## WHAT YOU WILL DO
Return all of the following entries as written, but without the images.

Start of DATASET

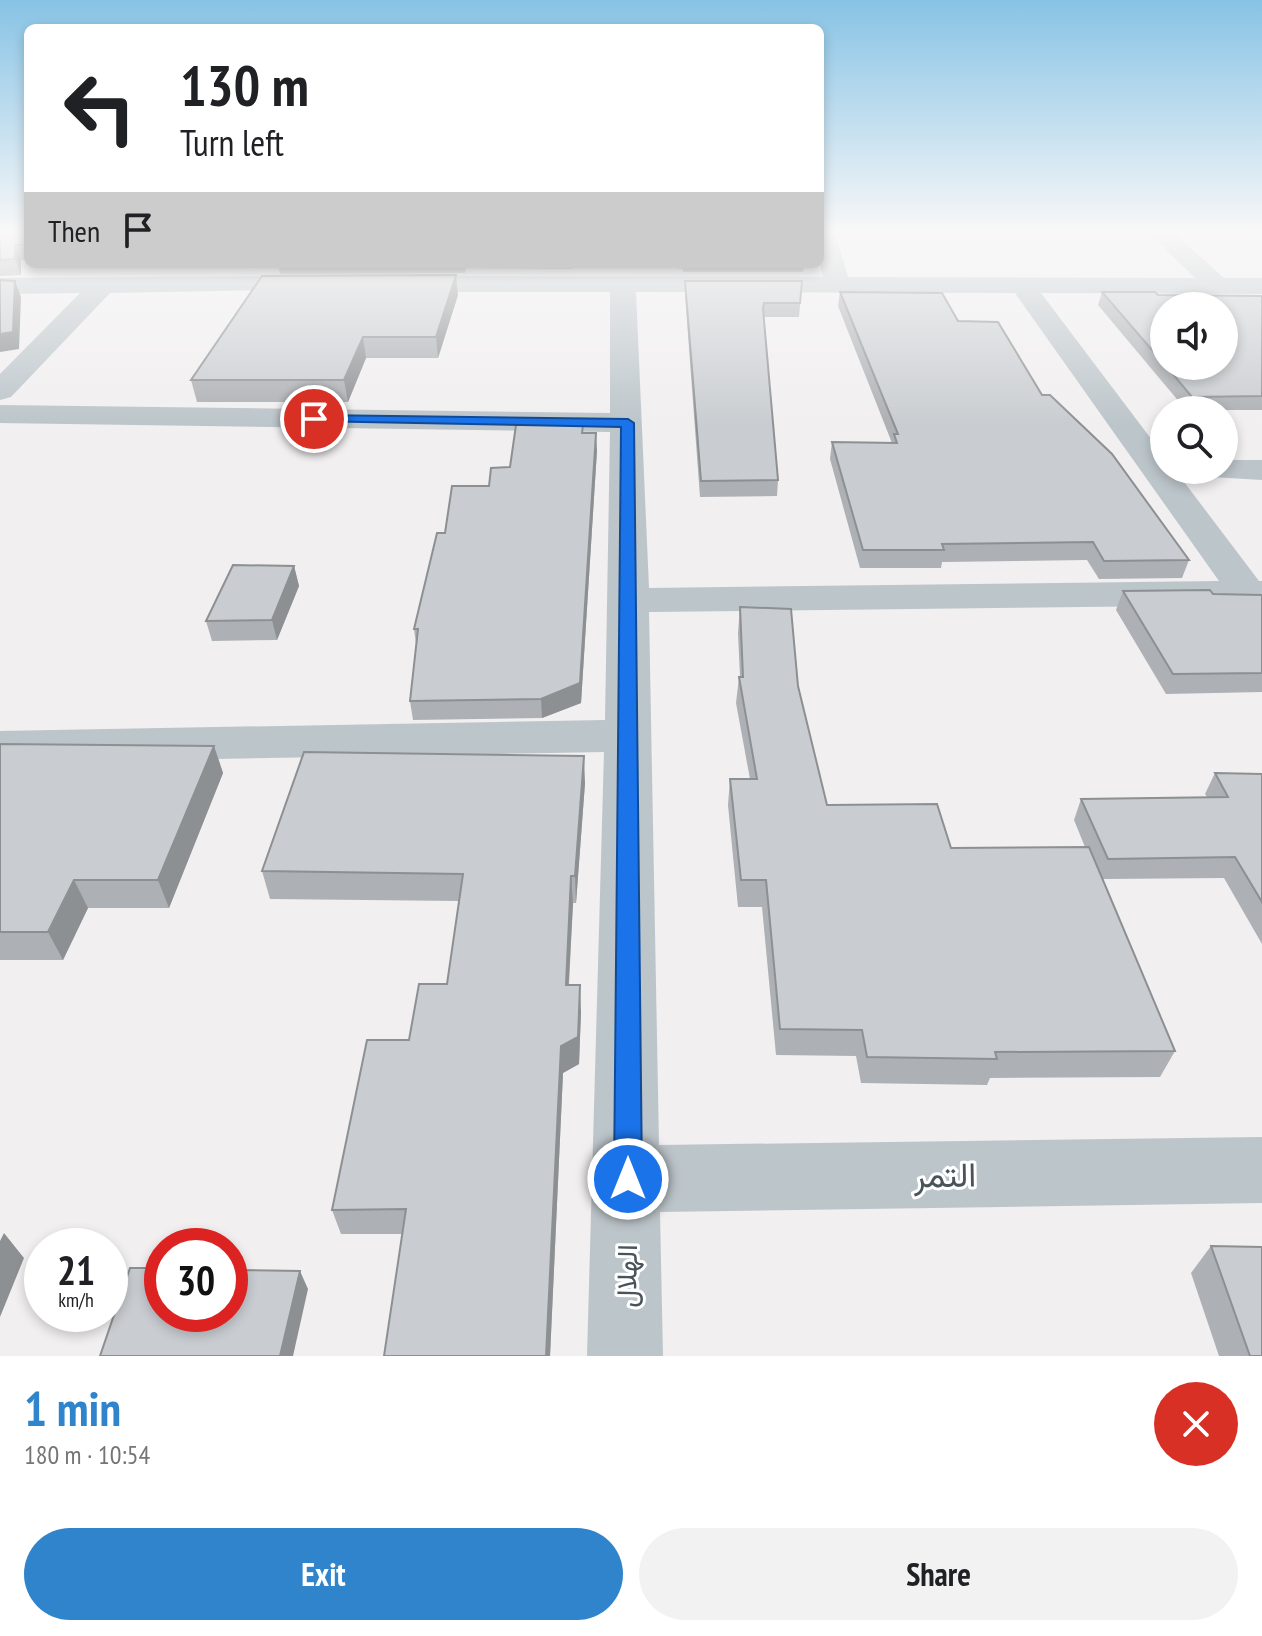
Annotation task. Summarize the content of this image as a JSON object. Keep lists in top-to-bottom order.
{
  "streets": {
    "street": ["التمر", "الهلال"]
  },
  "crossings": [
    ["التمر", "الهلال"]
  ],
  "page": {
    "turn": ["130 m", "Turn left"],
    "then": "Then",
    "speed": "21 km/h",
    "limit": "30",
    "heading": ["1 min", "180 m · 10:54"],
    "buttons": ["Exit", "Share"]
  }
}
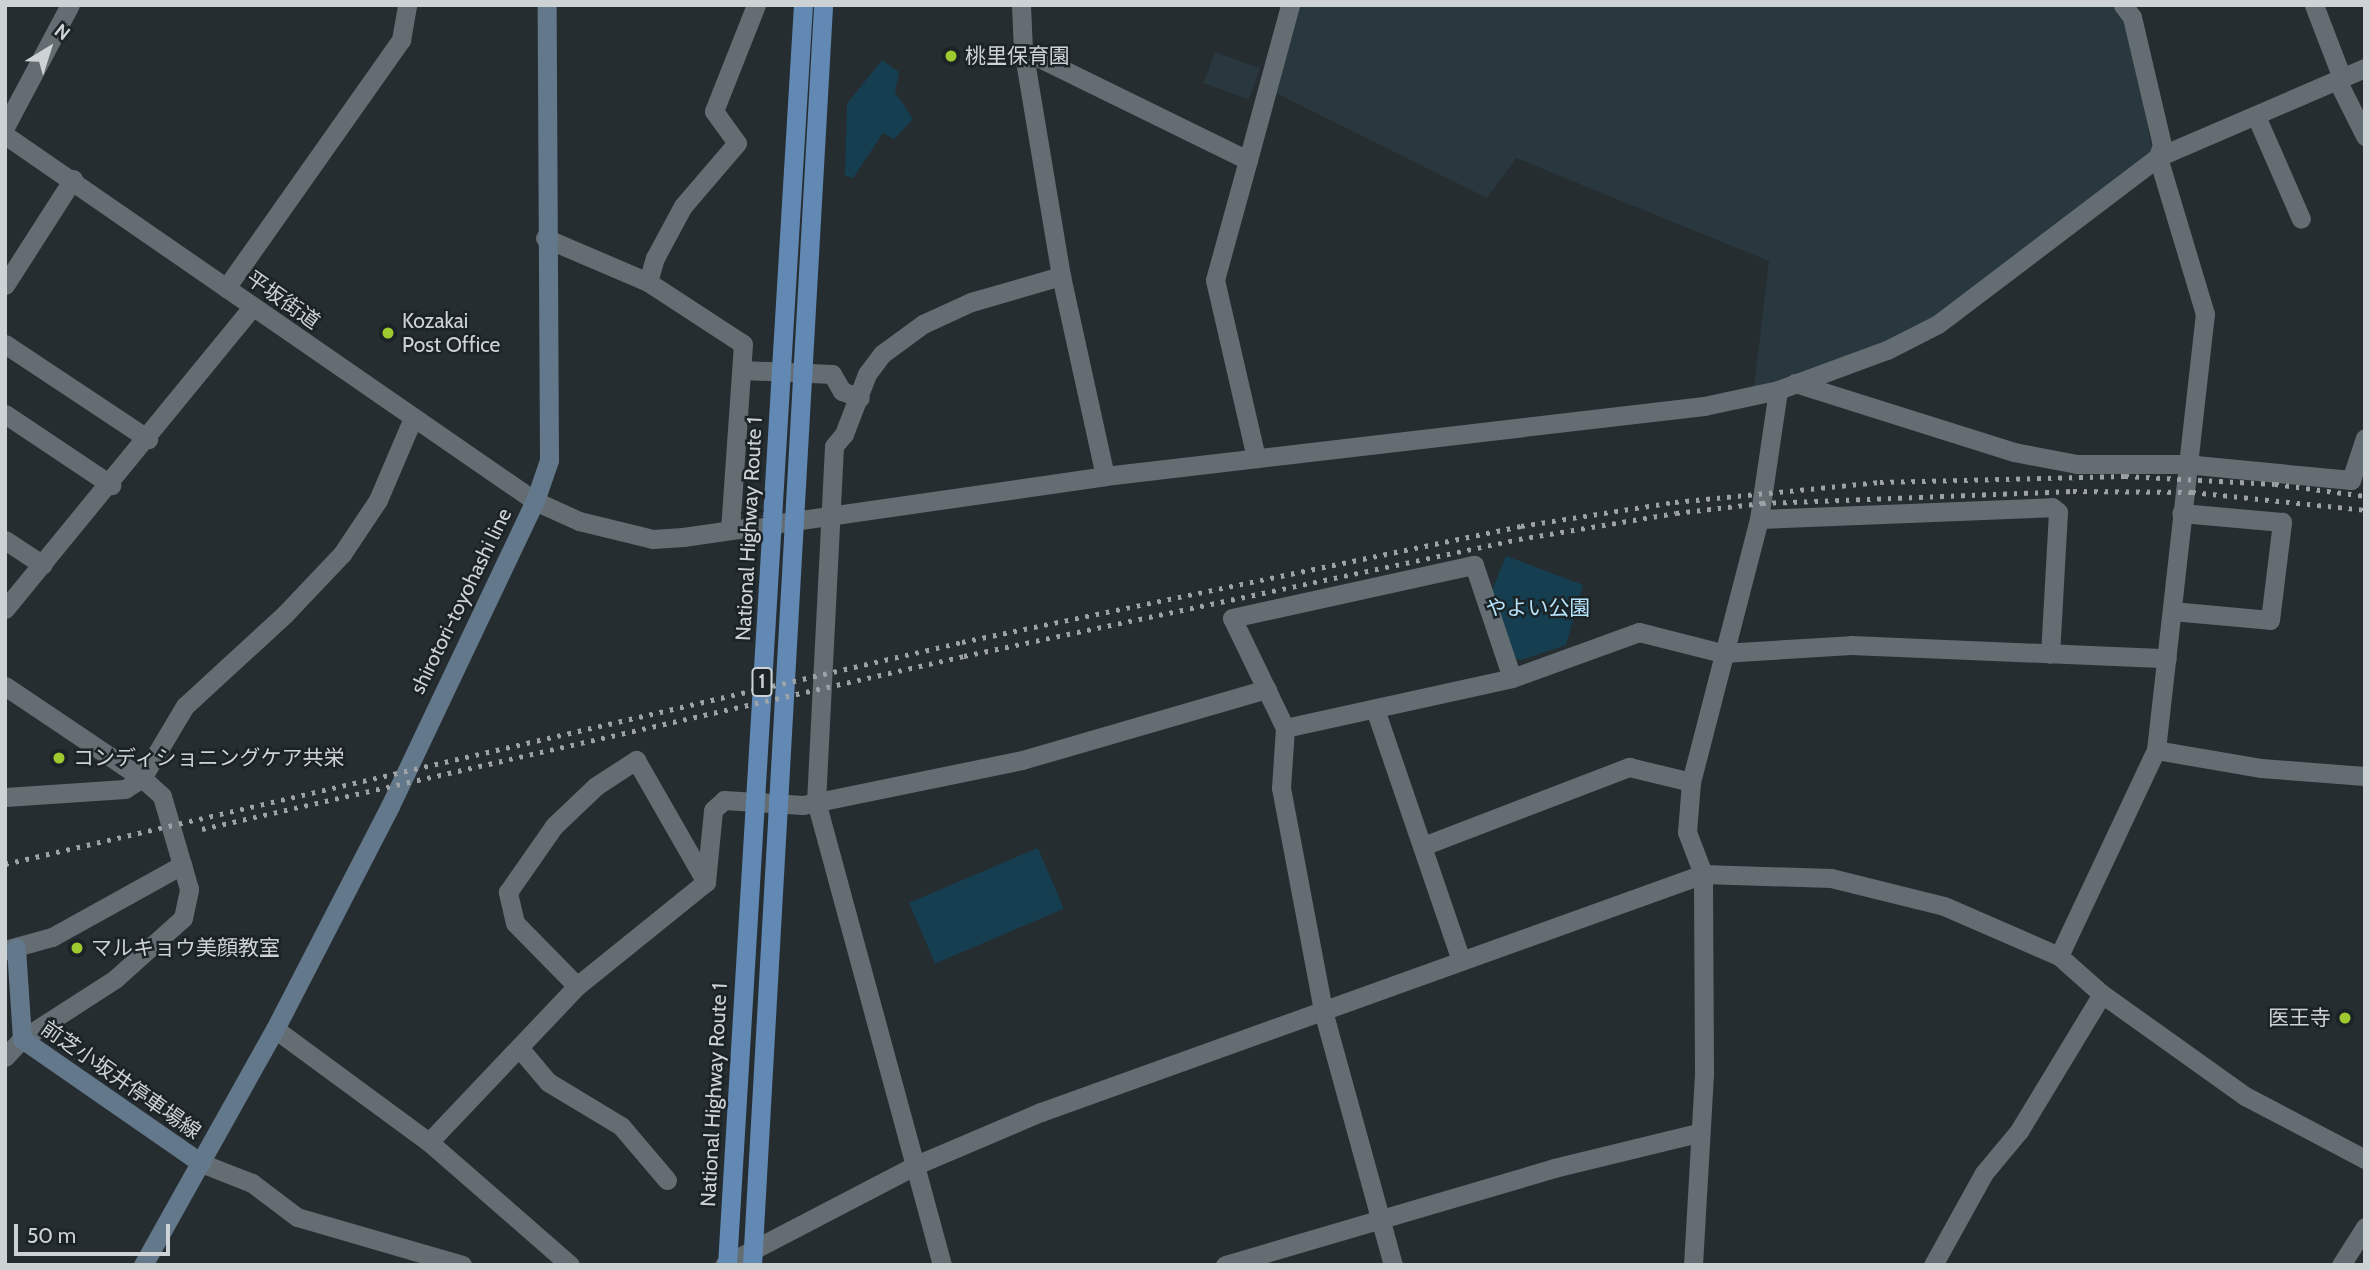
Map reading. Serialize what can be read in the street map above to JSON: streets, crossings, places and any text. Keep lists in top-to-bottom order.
{
  "streets": {
    "highway": ["National Highway Route 1", "1"],
    "main road": ["shirotori-toyohashi line", "前芝小坂井停車場線"],
    "street": ["平坂街道"]
  },
  "crossings": [
    ["平坂街道", "shirotori-toyohashi line"],
    ["shirotori-toyohashi line", "前芝小坂井停車場線"]
  ],
  "parks": ["やよい公園"],
  "places": [
    "桃里保育園",
    "Kozakai Post Office",
    "コンディショニングケア共栄",
    "マルキョウ美顔教室",
    "医王寺"
  ],
  "scale_bar": "50 m",
  "north": "top right"
}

End of DATASET

## EXERCISE SOLUTION
Annotation task. Summarize the content of this image as a JSON object. Keep lists in top-to-bottom order.
{
  "streets": {
    "street": ["التمر", "الهلال"]
  },
  "crossings": [
    ["التمر", "الهلال"]
  ],
  "page": {
    "turn": ["130 m", "Turn left"],
    "then": "Then",
    "speed": "21 km/h",
    "limit": "30",
    "heading": ["1 min", "180 m · 10:54"],
    "buttons": ["Exit", "Share"]
  }
}
Map reading. Serialize what can be read in the street map above to JSON: streets, crossings, places and any text. Keep lists in top-to-bottom order.
{
  "streets": {
    "highway": ["National Highway Route 1", "1"],
    "main road": ["shirotori-toyohashi line", "前芝小坂井停車場線"],
    "street": ["平坂街道"]
  },
  "crossings": [
    ["平坂街道", "shirotori-toyohashi line"],
    ["shirotori-toyohashi line", "前芝小坂井停車場線"]
  ],
  "parks": ["やよい公園"],
  "places": [
    "桃里保育園",
    "Kozakai Post Office",
    "コンディショニングケア共栄",
    "マルキョウ美顔教室",
    "医王寺"
  ],
  "scale_bar": "50 m",
  "north": "top right"
}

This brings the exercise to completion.